■ REQUIRED WORK ■
With the pictures excluded, reproduce all of the data exactly.

Saved data entries

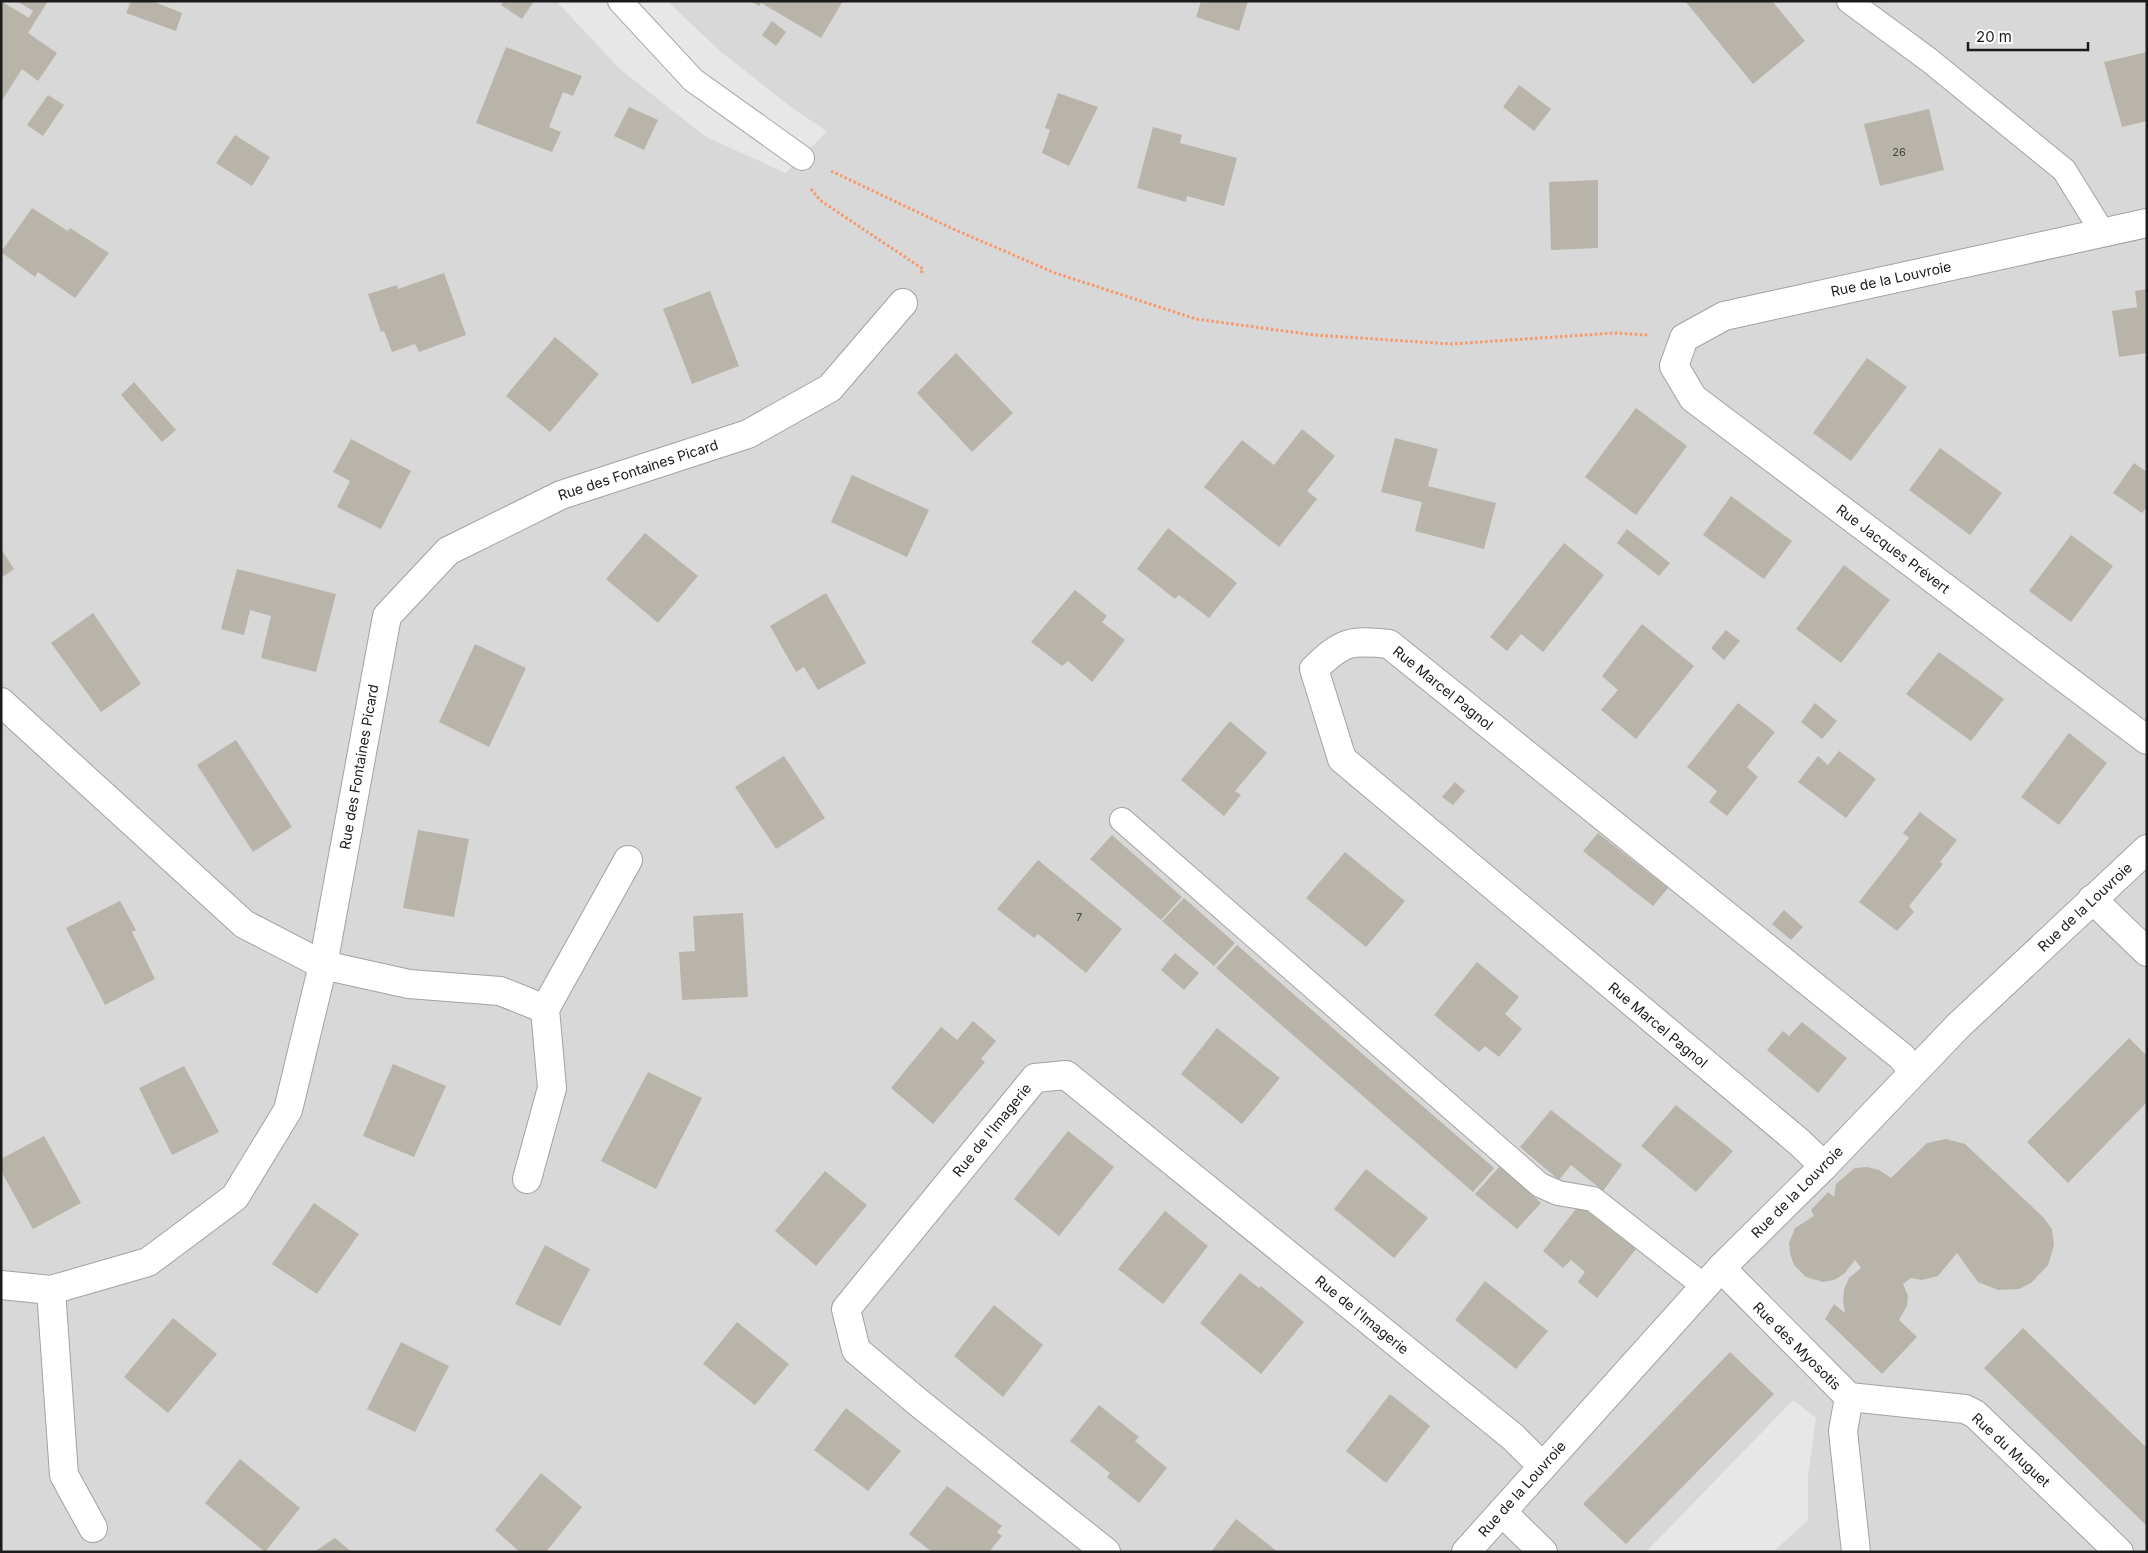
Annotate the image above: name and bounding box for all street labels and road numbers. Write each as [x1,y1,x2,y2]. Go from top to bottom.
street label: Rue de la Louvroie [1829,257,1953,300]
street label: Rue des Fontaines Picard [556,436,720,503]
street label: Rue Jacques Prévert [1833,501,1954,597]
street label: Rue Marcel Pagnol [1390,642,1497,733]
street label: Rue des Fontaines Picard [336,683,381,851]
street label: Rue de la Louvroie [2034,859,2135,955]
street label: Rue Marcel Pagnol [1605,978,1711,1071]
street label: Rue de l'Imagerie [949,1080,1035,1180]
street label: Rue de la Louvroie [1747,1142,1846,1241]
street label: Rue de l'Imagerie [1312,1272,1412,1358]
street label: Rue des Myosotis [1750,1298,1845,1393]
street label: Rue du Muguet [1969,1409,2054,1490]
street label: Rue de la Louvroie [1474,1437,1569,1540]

■ RESPONSE BELOW ■
Annotate the image above: name and bounding box for all street labels and road numbers. Write each as [x1,y1,x2,y2]. Go from top to bottom.
street label: Rue de la Louvroie [1829,257,1953,300]
street label: Rue des Fontaines Picard [556,436,720,503]
street label: Rue Jacques Prévert [1833,501,1954,597]
street label: Rue Marcel Pagnol [1390,642,1497,733]
street label: Rue des Fontaines Picard [336,683,381,851]
street label: Rue de la Louvroie [2034,859,2135,955]
street label: Rue Marcel Pagnol [1605,978,1711,1071]
street label: Rue de l'Imagerie [949,1080,1035,1180]
street label: Rue de la Louvroie [1747,1142,1846,1241]
street label: Rue de l'Imagerie [1312,1272,1412,1358]
street label: Rue des Myosotis [1750,1298,1845,1393]
street label: Rue du Muguet [1969,1409,2054,1490]
street label: Rue de la Louvroie [1474,1437,1569,1540]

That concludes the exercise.